The former prime minister selected Mr. Johnston to be Canada’s 28th governor-general in 2010. Mr. Harper asked Mr. Johnston to stay on in 2015.

At the time, it looked as though Canada might have a hung Parliament after the autumn general election. Mr. Harper wanted a trusted and seasoned governor-general to handle any difficulties that might arise. Out of a sense of duty, Mr. Johnston agreed.

Now he has been asked to take on a new duty, and a heavy one it is. The key question is whether Mr. Johnston, after examining all the evidence, much of it secret, will advocate for a public inquiry into Chinese election interference or propose other measures to protect the integrity of the next Canadian election.

Whatever he decides, Canadians of goodwill should accept that decision. There are few, if any, figures in Canadian life whose word can be more trusted.

Mr. Johnston arrived at Rideau Hall after a tempestuous period. His predecessor, Michaëlle Jean, had faced a constitutional crisis, when Mr. Harper asked her to prorogue Parliament to avoid a vote of non-confidence. Ms. Jean chose wisely in granting prorogation. But it reminded Canadians that the governor-general’s role, while mostly ceremonial, can become pivotal in times of crisis.

Mr. Johnston came to the job of governor-general superbly qualified: He was first a legal scholar, then dean of law at the University of Western Ontario, then principal of McGill University, and then president of the University of Waterloo.

In his years as GG, he displayed discretion, good humour and sound judgment, qualities that will be required in this new role, at a time of deep public unease over foreign interference in our elections.

The Trudeau government has responded with secrecy and obfuscation to reports in The Globe and Mail and Global News that the Chinese government sought to influence the 2019 and 2021 elections, allegedly to help certain Liberal MPs get elected.

Mr. Trudeau agreed to appoint a special rapporteur only after it became clear that the public demanded a response.

Polls show that most Canadians would like to see a stronger response from the federal government over Chinese election interference. Opposition party leaders are calling for one. Mr. Johnston’s job is to look at all the evidence, including materials before two parliamentary committees, and recommend a course of action.

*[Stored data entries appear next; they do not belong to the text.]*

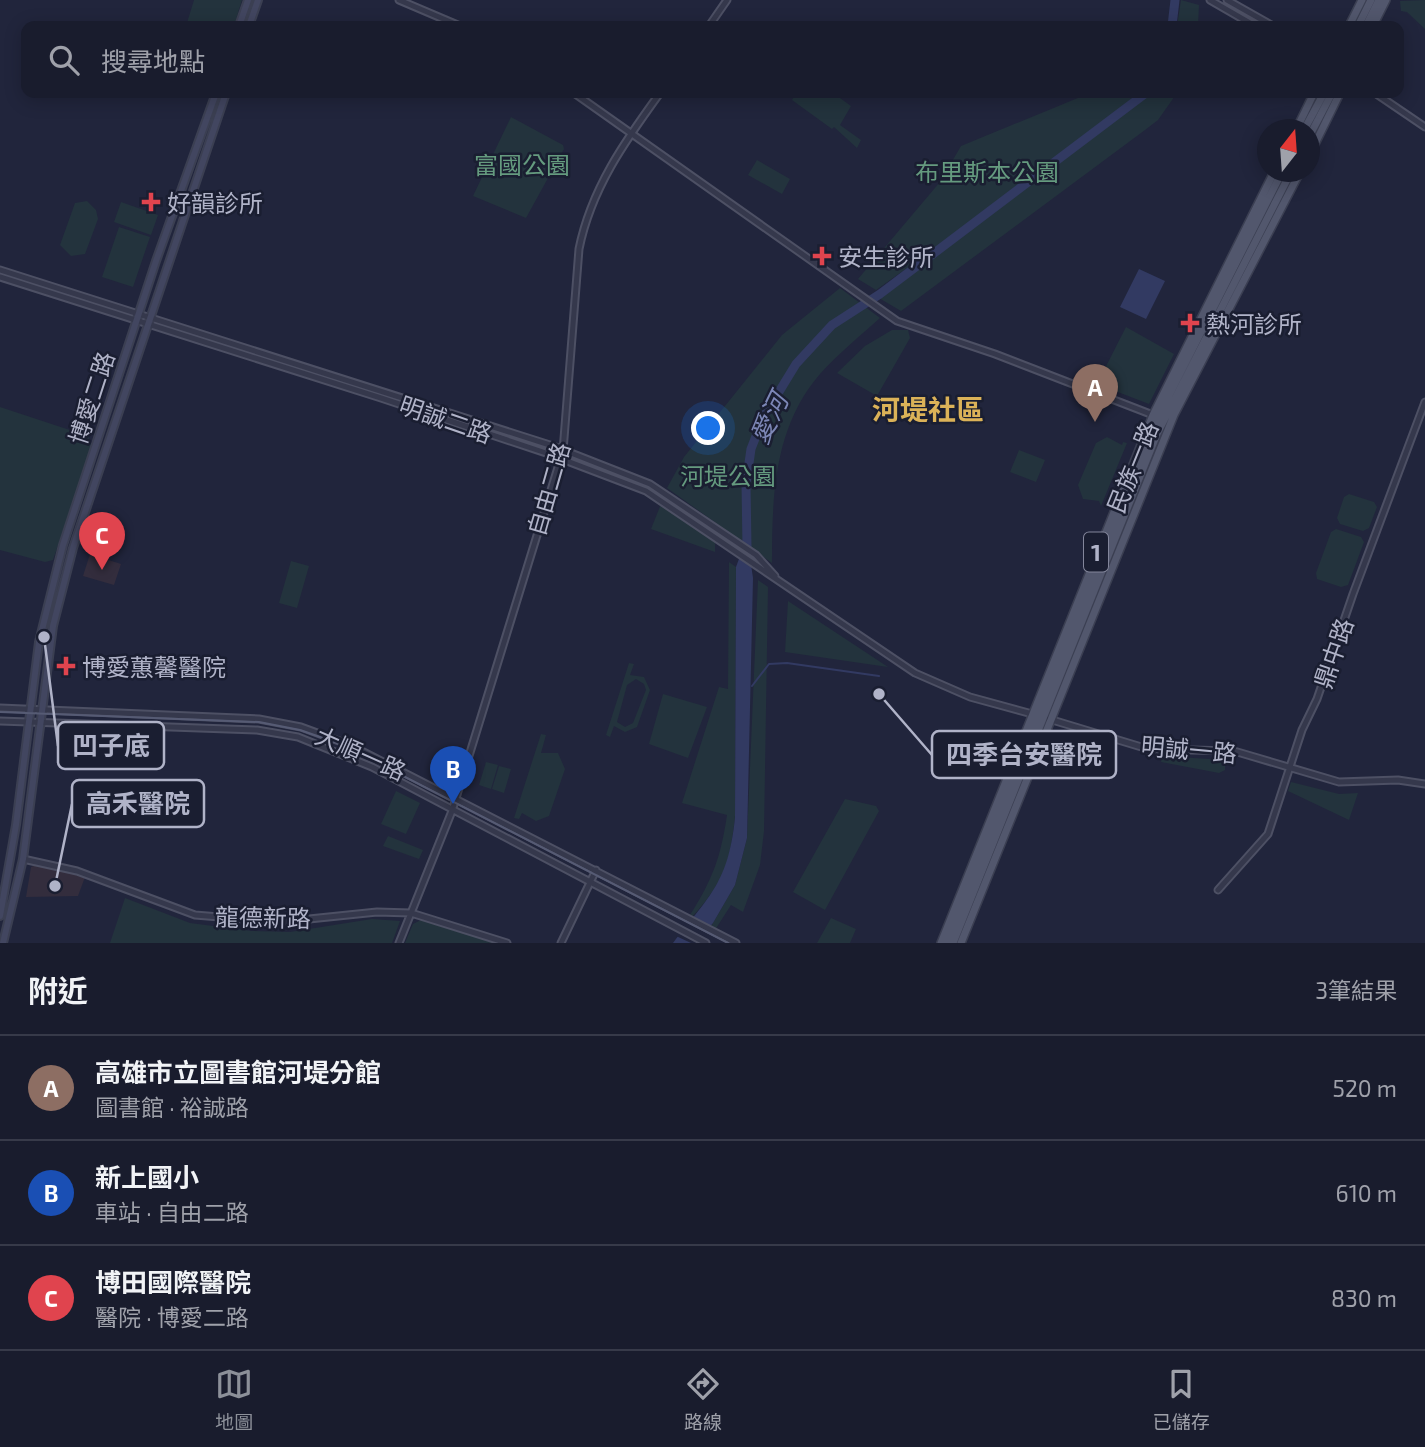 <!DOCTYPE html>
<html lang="zh-TW">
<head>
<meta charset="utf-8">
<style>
  body { margin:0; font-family:"Exo 2","Noto Sans TC",sans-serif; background:#262939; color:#f1f3f6 }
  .compass { position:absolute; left:1257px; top:119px; width:63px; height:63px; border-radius:50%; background:#191c2d; box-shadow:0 4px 18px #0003; rotate:17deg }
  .you { position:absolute; left:709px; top:429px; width:24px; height:24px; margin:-18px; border:5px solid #fff; border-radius:50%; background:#1a73e8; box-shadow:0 0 0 10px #1a73e833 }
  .badge { display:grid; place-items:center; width:46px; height:46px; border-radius:50%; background:#8c9099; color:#fff; font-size:23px; font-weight:700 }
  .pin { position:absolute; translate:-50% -58px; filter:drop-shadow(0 2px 4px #0008) }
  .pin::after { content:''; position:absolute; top:37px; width:24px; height:21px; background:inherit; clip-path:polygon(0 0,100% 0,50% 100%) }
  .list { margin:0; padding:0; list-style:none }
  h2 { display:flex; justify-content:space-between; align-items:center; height:91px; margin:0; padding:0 28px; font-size:30px }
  h2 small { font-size:23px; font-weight:400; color:#9fa1aa }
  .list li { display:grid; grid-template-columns:46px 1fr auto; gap:21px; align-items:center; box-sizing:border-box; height:105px; padding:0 28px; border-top:2px solid #373a49 }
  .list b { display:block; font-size:26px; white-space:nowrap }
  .list p { margin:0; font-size:23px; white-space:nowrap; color:#9fa1aa }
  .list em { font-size:23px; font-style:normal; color:#9fa1aa }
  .icon { flex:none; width:38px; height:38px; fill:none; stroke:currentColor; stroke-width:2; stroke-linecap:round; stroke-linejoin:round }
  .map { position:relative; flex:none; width:1425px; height:943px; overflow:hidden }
  .search { position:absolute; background:#191c2d; box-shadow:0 4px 18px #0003; left:21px; right:21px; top:21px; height:77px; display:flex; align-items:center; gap:18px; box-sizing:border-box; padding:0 24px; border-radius:14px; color:#9fa1aa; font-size:26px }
  .sheet { height:406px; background:#191c2d }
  nav { display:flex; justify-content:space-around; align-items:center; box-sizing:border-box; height:98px; border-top:2px solid #373a49; background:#191c2d; font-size:19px; color:#9fa1aa }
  nav a { display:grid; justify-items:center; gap:4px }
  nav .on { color:#8c9099 }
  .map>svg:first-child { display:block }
</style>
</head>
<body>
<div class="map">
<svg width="1425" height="943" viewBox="0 0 1425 943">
  <rect width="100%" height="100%" fill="#21253c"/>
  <!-- medical -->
  <path fill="#332d3d" d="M 90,554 L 121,564 L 114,585 L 83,576 Z
    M 39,864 L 85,877 L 78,896 L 26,897 L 31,867 Z"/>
  <!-- green -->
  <path fill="#23333d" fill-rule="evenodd" d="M 194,0 L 242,0 L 234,26 L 186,26 Z
    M 1181,0 L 1199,5 L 1198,26 L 1177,26 Z
    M 1425,0 L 1425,29 L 1407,12 L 1401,11 L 1400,1 Z
    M 796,93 L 833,93 L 851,106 L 840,125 L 861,140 L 857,148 L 834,127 L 832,129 L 792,100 Z
    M 1090,93 L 1137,93 L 1118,112 L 1006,198 L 876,290 L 858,279 L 940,182 L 961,146 Z
    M 1151,93 L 1177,93 L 1158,120 L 1145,130 L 901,311 L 879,298 Z
    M 511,117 L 563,145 L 564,149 L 526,218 L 473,196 Z
    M 757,160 L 790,179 L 782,194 L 748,175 Z
    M 87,201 L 96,210 L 98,219 L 85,254 L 71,256 L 60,245 L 75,203 Z
    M 121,202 L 158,215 L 151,235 L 114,222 Z
    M 119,227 L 150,237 L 133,287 L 102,277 Z
    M 840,288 L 880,318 C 860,336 838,354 820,374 C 774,427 772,496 772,563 L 667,488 L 684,457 L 782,335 Z
    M 1126,327 L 1174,354 L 1149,404 L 1097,384 Z
    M 892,330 L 908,330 L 910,338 L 877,396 L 837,373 L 865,346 Z
    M 0,407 L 88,436 L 92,445 L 53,560 L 45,562 L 0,550 Z
    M 1107,437 L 1122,445 L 1123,442 L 1127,443 L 1101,506 L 1099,501 L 1083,499 L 1078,485 L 1096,443 Z
    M 1019,450 L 1045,460 L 1036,482 L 1010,472 Z
    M 1349,494 L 1374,502 L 1377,507 L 1369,528 L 1363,531 L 1340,524 L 1337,518 L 1344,497 Z
    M 661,504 L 715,541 L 715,552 L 651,529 Z
    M 1336,529 L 1361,537 L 1364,542 L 1348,585 L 1341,587 L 1317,579 L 1316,573 L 1331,532 Z
    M 291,561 L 309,566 L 297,608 L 279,603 Z
    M 729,562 L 736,567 L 735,818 C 729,865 725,880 693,916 L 690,915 C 713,879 721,856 727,815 L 682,803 L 719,687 L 728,689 Z
    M 758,580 L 768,587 L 764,831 L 760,865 L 743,912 L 731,905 L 715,930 L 710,928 L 735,885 L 747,838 Z
    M 788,601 L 888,667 L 785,652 Z
    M 629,663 L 634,664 L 630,675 L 644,677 L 650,690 L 637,727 L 625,732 L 614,726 L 610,737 L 606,735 ZM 636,679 L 644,684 L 646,690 L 633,723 L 625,727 L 617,722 L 627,685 Z
    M 663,694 L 707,707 L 688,758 L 649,744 Z
    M 541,734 L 546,735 L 541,753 L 558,753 L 565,769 L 549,816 L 536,821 L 522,813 L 519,819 L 514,818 Z
    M 1162,756 L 1225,760 L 1225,770 L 1219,773 L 1161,762 Z
    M 486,762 L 498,765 L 491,789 L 479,785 Z
    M 499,766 L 511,769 L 504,793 L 492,789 Z
    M 1291,782 L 1339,794 L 1358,793 L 1349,820 L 1288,791 Z
    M 396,791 L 420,803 L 406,834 L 381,824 Z
    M 845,799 L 876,806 L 879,811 L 825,910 L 793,892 Z
    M 388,836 L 423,850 L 419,859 L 383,846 Z
    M 125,898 L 190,923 L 252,931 L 290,932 L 372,919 L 400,921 L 392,943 L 110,943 Z
    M 831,918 L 856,929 L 850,943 L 817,943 Z
    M 423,919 L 501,943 L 405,943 L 413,924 Z"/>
  <!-- water -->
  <path fill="#323a62" d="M 1139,269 L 1165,281 L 1146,319 L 1120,307 Z
    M 747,537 L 753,578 L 747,838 L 735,885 L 713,923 L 696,943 L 673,943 C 711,894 728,882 735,818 L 736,567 Z"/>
  <!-- pier -->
  <path fill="#21253c" d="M 690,916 L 712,928 L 700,943 L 691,943 L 676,936 Z"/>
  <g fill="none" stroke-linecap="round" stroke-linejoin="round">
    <!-- stream -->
    <path stroke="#323a62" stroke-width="2" d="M 752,686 L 769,664 L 787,663 L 879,676"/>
    <!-- river -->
    <path stroke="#323a62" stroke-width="9" d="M 1172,26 L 1175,0
      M 747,547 L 746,484 L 751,449 L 763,418 L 796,364 L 832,325 L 880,294 L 1146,93"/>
    <!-- tertiary casing -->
    <g stroke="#4d5064" stroke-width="9">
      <path id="tertiary" d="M 399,0 L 460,26
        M 1210,0 L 1255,26
        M 1227,0 L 1273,26
        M 709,26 L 727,0
        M 574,93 L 897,321 L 995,354 L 1153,415
        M 1375,93 L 1425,127
        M 0,270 L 553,446 L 650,484 L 756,555 L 775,576
        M 0,277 L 381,398 L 546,453 L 646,491 L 915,673 L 970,697 L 1036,715
        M 0,708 L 259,719 L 301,727 L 350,745 L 736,943
        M 1049,719 L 1148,749 L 1234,751 L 1339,782 L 1398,780 L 1425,784
        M 0,721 L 257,730 L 298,737 L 372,767 L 706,943
        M 23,859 L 77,871 L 195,915 L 280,922 L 377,912 L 411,913 L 507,943
        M 1218,890 L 1268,834 L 1302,730 L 1317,699 L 1353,594 L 1425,402
        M 399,943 L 452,811 L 563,451 L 579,249 C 591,189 625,141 660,93
        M 561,943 L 596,870"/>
    </g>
    <!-- secondary casing -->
    <g stroke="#3b3f52" stroke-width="10">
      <path id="secondary" d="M 239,26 L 248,0
        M 249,26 L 258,0
        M 0,916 L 16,825 L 39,642 L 63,545 L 156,261 L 216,93
        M 3,943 L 23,859 L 53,626 L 73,548 L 226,93"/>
    </g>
    <!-- primary casing -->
    <g stroke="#3b3f52" stroke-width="10">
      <path id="primary" d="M 1349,26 L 1362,0
        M 1358,26 L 1371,0
        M 1366,26 L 1379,0
        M 1373,26 L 1386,0
        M 1296,130 L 1314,93
        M 1304,130 L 1324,93
        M 1310,135 L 1332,93
        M 1310,154 L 1340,93
        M 941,943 L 1153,415 L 1274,172
        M 947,943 L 1158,417 L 1282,172
        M 953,943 L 1157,434 L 1291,172
        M 961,943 L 1174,415 L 1300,172"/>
    </g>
    <!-- tertiary -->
    <use href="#tertiary" stroke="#35384c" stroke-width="5"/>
    <!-- secondary -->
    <use href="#secondary" stroke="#424660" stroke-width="6"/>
    <!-- primary -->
    <use href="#primary" stroke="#52576d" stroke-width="7"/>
    <!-- tram -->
    <path stroke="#565b74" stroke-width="2" d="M 0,712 L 259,722 L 300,730 L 343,745 L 728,943"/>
  </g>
  <!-- markers -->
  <g fill="#e0444e" stroke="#1a1e31" stroke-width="2.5">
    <path d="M147.5 191.5h7v7h7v7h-7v7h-7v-7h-7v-7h7z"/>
    <path d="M818.5 245.5h7v7h7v7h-7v7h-7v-7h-7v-7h7z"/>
    <path d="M1186.5 312.5h7v7h7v7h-7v7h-7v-7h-7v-7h7z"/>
    <path d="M62.5 655.5h7v7h7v7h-7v7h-7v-7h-7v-7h7z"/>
  </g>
  <g text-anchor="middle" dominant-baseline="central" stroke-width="5" stroke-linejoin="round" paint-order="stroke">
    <!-- shield labels -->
    <rect fill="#1a1e31" stroke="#83869b" stroke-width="2" x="1084" y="532.5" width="24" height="39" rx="5"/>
    <g font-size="23" font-weight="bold" fill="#b0b3c8">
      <text x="1096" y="552">1</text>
    </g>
    <!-- park labels -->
    <g font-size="24" fill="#659b7f" stroke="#1a1e31">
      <text x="522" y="164">富國公園</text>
      <text x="987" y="171">布里斯本公園</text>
      <text x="728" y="475">河堤公園</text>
    </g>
    <!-- poi labels -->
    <g font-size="24" fill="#b0b3c8" stroke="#1a1e31" text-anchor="start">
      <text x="167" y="202">好韻診所</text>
      <text x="838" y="256">安生診所</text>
      <text x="1206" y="323">熱河診所</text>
      <text x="82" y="666">博愛蕙馨醫院</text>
    </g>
    <!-- street labels -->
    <g font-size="24" fill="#b0b3c8" stroke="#1a1e31">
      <text transform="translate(91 398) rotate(-72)">博愛二路</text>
      <text transform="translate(446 419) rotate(19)">明誠二路</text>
      <text transform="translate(1132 467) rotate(-68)">民族一路</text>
      <text transform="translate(548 489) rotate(-74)">自由二路</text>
      <text transform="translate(1333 653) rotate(-71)">鼎中路</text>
      <text transform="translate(1189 749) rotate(5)">明誠一路</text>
      <text transform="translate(361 753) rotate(24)">大順一路</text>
      <text transform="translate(263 917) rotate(1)">龍德新路</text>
    </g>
    <!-- water labels -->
    <g font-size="26" font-style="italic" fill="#7d87b7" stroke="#1a1e31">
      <text transform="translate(768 418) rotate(-64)">愛河</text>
    </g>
    <!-- quarter labels -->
    <g font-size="28" font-weight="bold" fill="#dbb258" stroke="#1a1e31">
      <text x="928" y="409">河堤社區</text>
    </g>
  </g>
  <!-- callouts -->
  <path fill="none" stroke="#b0b3c8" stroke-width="2.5" d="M44 637L58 746M879 694L932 755M55 886L72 804"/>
  <g fill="#b0b3c8" stroke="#1a1e31" stroke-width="2.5">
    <circle cx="44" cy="637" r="7"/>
    <circle cx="879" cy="694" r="7"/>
    <circle cx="55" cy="886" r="7"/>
  </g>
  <g fill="#1a1e31" stroke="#b0b3c8" stroke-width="2.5">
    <rect x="58" y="722" width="106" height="47" rx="7"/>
    <rect x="932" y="731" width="184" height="47" rx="7"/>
    <rect x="72" y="780" width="132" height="47" rx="7"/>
  </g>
  <g font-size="26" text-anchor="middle" font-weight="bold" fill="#b0b3c8">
    <text x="111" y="755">凹子底</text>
    <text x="1024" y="764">四季台安醫院</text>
    <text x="138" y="813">高禾醫院</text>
  </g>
</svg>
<svg class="compass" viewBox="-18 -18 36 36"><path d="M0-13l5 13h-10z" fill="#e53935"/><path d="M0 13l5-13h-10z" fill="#9fa1aa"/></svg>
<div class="you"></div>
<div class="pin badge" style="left:1095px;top:422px;background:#8d6e63">A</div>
<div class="pin badge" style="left:453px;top:804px;background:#1a4fb4">B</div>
<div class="pin badge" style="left:102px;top:570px;background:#e0444e">C</div>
<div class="search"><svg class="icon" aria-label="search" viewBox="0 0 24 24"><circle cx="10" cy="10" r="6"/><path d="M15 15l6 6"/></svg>搜尋地點</div>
</div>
<section class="sheet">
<h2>附近<small>3筆結果</small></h2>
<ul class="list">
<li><span class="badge" style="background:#8d6e63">A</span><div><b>高雄市立圖書館河堤分館</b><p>圖書館 · 裕誠路</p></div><em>520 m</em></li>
<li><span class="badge" style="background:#1a4fb4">B</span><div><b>新上國小</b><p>車站 · 自由二路</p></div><em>610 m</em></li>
<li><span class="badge" style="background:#e0444e">C</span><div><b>博田國際醫院</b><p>醫院 · 博愛二路</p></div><em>830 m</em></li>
</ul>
</section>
<nav>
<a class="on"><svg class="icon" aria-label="map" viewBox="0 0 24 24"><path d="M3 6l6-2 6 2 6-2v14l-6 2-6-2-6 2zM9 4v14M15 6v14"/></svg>地圖</a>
<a><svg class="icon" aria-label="directions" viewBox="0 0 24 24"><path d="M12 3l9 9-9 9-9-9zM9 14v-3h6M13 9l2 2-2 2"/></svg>路線</a>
<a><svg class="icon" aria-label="saved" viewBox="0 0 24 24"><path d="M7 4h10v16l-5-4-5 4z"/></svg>已儲存</a>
</nav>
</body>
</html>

Mr. Poilievre has, in the past, not hesitated to shoot the messenger when he didn’t like the message. He dismissed the report of Justice Paul Rouleau that concluded the Liberal government was justified in invoking the Emergencies Act to deal with protests and blockades last year.

Mr. Poilievre dismissed that conclusion using an ad hominem argument that Justice Rouleau had ties to the Liberal Party. There is nothing in the report that this writer can discern to suggest Justice Rouleau exhibited any kind of bias or political partisanship.

The Conservative Leader has previously dismissed Mr. Trudeau’s promise to appoint a rapporteur, “which of course will be another establishment Liberal appointed by him who will say everything is fine, let’s just close the book, move on, and let the dictatorship in Beijing once again interfere to help Justin Trudeau get re-elected.”

But it’s a pretty safe bet that Mr. Harper would not have appointed Mr. Johnston if he considered him to be “another establishment Liberal.” And if Mr. Poilievre dismisses Mr. Johnston in those terms this time, he will anger some very senior members of the previous Conservative government.

That may not stop him. As my colleague Andrew Coyne tweeted, Mr. Johnston recommended the terms of reference for the Oliphant inquiry into dealings between the businessman Karlheinz Schreiber and former prime minister Brian Mulroney. Those terms of reference were strongly criticized. And it will not help that Mr. Johnston is a member of the Pierre Elliott Trudeau Foundation.

Poilievre adviser Jenni Byrne tweeted criticism of Mr. Johnston’s performance as head of the electoral debates commission.

But the question is simply this: Should Canadians trust the judgment of the person appointed by the Trudeau government to look into the evidence of Chinese election interference? I cannot think of anyone whose judgment I would trust more.